Saturday, December 23, 2006

Our Little Christmas Tradition

The kiddo left for his dad's house on Friday morning and won't be back until midday on Christmas, so on Thursday I took him to the Hotel Del Coronado for a couple of hours as sort of our new Christmas tradition. This is the second time we've done this, and it was really, really nice. :-) The kiddo fell asleep on the 20-mile drive there, but awoke in good spirits when we arrived on Coronado Island (which is really on a peninsula). We found a good parking spot on the street (FREE!); after bundling up the kiddo, we were ready to set out on our walk to the hotel. Along the way, we stopped at a burger joint for a cheap bite -- not necessarily part of the celebration, but we'd wound up there last year and decided to revisit it this year. I reminded my son that the previous year I'd told him about the giant tree we were going to see, and he'd mistakenly thought the tiny tree at the burger place was the object of our search. We both found that oh-so-silly now that the kiddo is almost six, after all, and much more astute than he was last year. Ahem.

We then crossed the street toward the hotel and oohed and aahed at the gigantic Christmas tree in the lobby. It was decorated in a "Winter Wonderland" theme -- all sparkly snowflakes and words like "Wish" in glittery script -- and the kiddo couldn't resist touching the ornaments as I pretended not to notice. Searching for a comfy little spot where we could sit and open a couple of gifts, I spied a pair of armchairs separated by a little table. My son studied them and said dubiously, "Yeah, but they're kinda far apart." I told him I could sit in one chair and he could sit on my lap, and his face brightened.

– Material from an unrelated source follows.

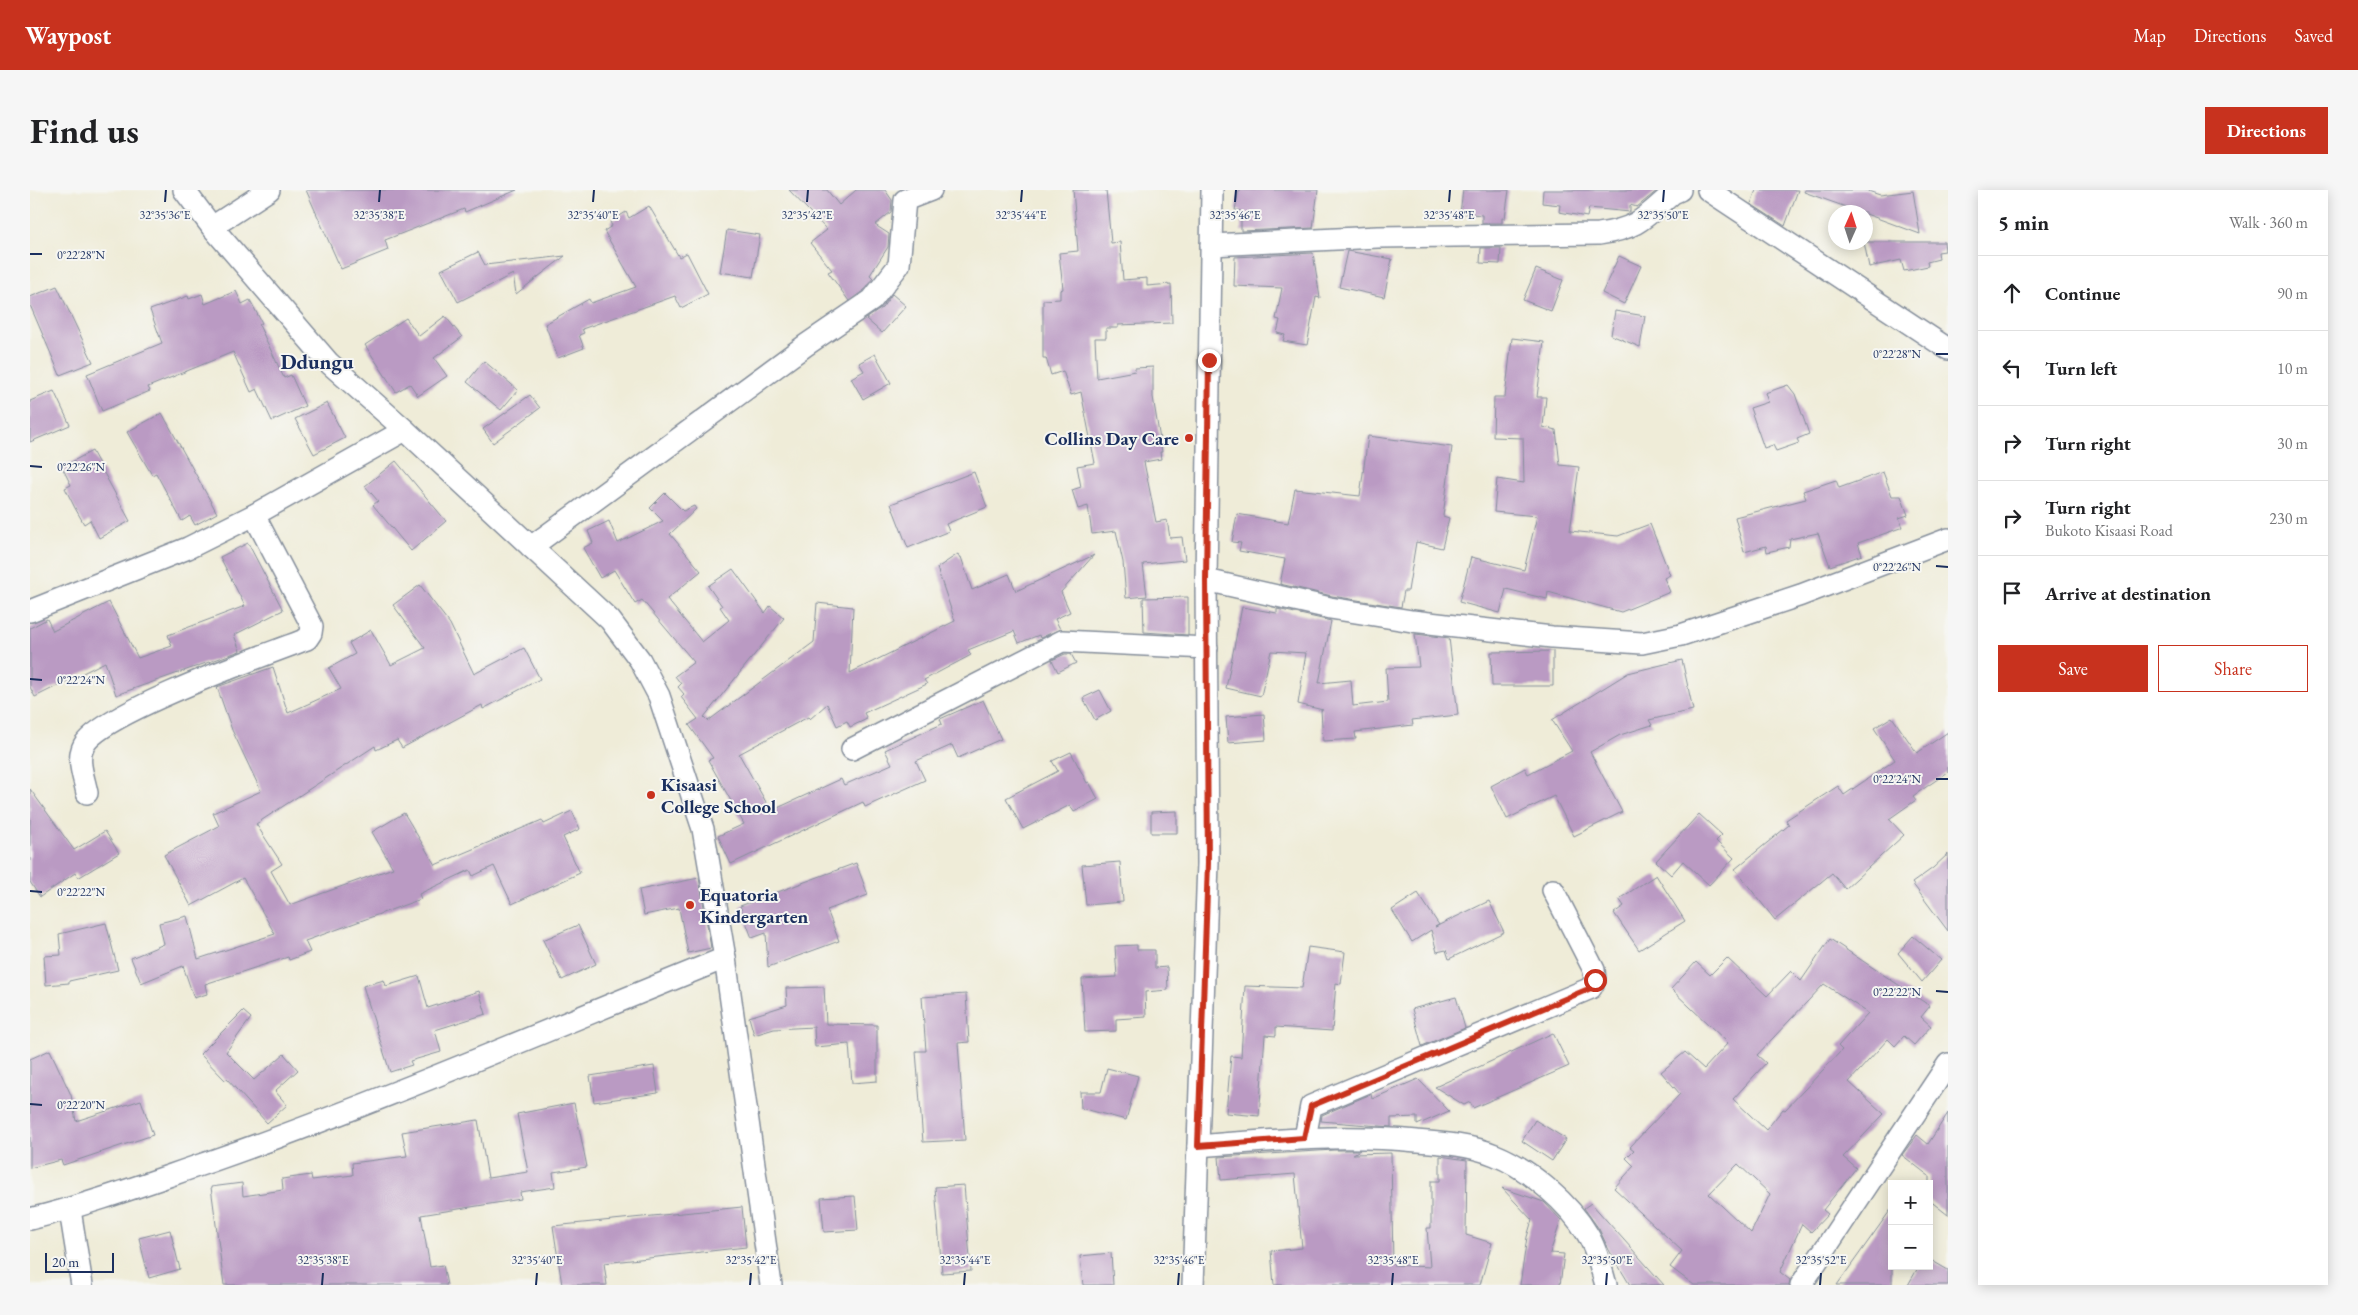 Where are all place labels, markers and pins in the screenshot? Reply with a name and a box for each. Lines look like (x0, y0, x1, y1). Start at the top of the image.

He "helped" me open my gift from him, which was a pretty picture frame with his school photo in it. Then he opened his gift from me. He was a little bit underwhelmed by the sticker book about the human body (he's always asking questions about the subject), although he was gracious about it, meaning he kept quiet and made polite noises. However, he reeeeally liked the other book, also on the body, with tabs to move all the body parts, and 3-D glasses, which he carried around for the next two hours, even in the bathroom. (Don't ask.)

He was eager to move on, so we visited the little gazebo in the courtyard, then made our way downstairs to watch the ice skaters. Every year the hotel sets up an ice rink on the back lawn overlooking the beach, and it's novel and lovely. I checked the prices: $20 for adults and $15 for kids under ten, with a $5 skate rental for everyone. If we ever want to skate there, it would cost $45!! Yikes. Next time maybe. The kiddo did want to skate, although he doesn't know how, so I think I'll take him to the rink near our house sometime to teach him. We studied the skaters until the kiddo was hungry again, then we walked a few steps further to the beach (I am inordinately tickled that we could walk from an ice rink to a beach) and sat on a retaining wall so he could eat part of the peanut butter and jelly sandwich I'd brought for him. Two extremely bold seagulls stealthily crept closer and closer to us, so I assumed seagull control duty and the kiddo ate in peace.

Afterward, he really wanted to climb on some rocks, but they're a jagged bunch that had been dumped there long ago as a barrier of sorts, and I was very concerned that he'd slip or get splashed by a rogue wave. I really wanted to avoid the latter, since he'd just gotten over being sick and the air was a little chilly, so instead of climbing, we strolled along the sand and picked up a couple of shells. The kiddo drew our faces in the sand -- his with straight hair and mine with curly hair -- then added a heart and a plus sign and his dad's face and looked at me for approval. I admired his artwork and told him we do indeed love Daddy. Ah yes. He chased a seagull for a while and tuckered himself out. By then it was almost 5:00, so we took one more look at the ice skaters as the kiddo sang along with "Rudolph the Red-Nosed Reindeer" being piped over the speakers, then retraced our steps and stole a little rest in "our" armchairs.

The kiddo insisted he didn't need to sit down (although I was glad for the chance to just sit inside where it was warm), so he practiced his attack-hug technique, which mainly consists of his standing a few feet away from me and pretending he's not up to something, then getting a running start and slamming into me for a hug. After I'd had enough love, I decided it was time to head back to the car. Along the way, we stopped back at the burger joint for a shake, then continued through the neighborhood, admiring all the homes with Christmas lights as the kiddo slipped his hand into mine. He pronounced the Victorians with no lights (not even porch lights) "scary," but loved the ones that were decorated because they looked homey and "magical," and I agreed with him, of course.

During our whole visit, I was very aware that two sides of myself were sort of in conflict. One side wanted to remind me of all the things that were "wrong" with our outing (we'd started late, my gray roots need some work, my bank account is severely anemic, I had some editing work I "should've" been doing, etc.). I sometimes get carried away with the idea of a "perfect" Christmas, or a "perfect" life, and I have to remind myself that what is is perfect just as it is. Know what I mean? The other side of me was calmly focused on just being in the moment and creating a sweet memory for my son, because really, he'll remember these experiences and those will probably be colored by my energy somewhat, and I want him to be able to look back on our holiday times someday and remember how special they were. I'm happy to say I think we're achieving that.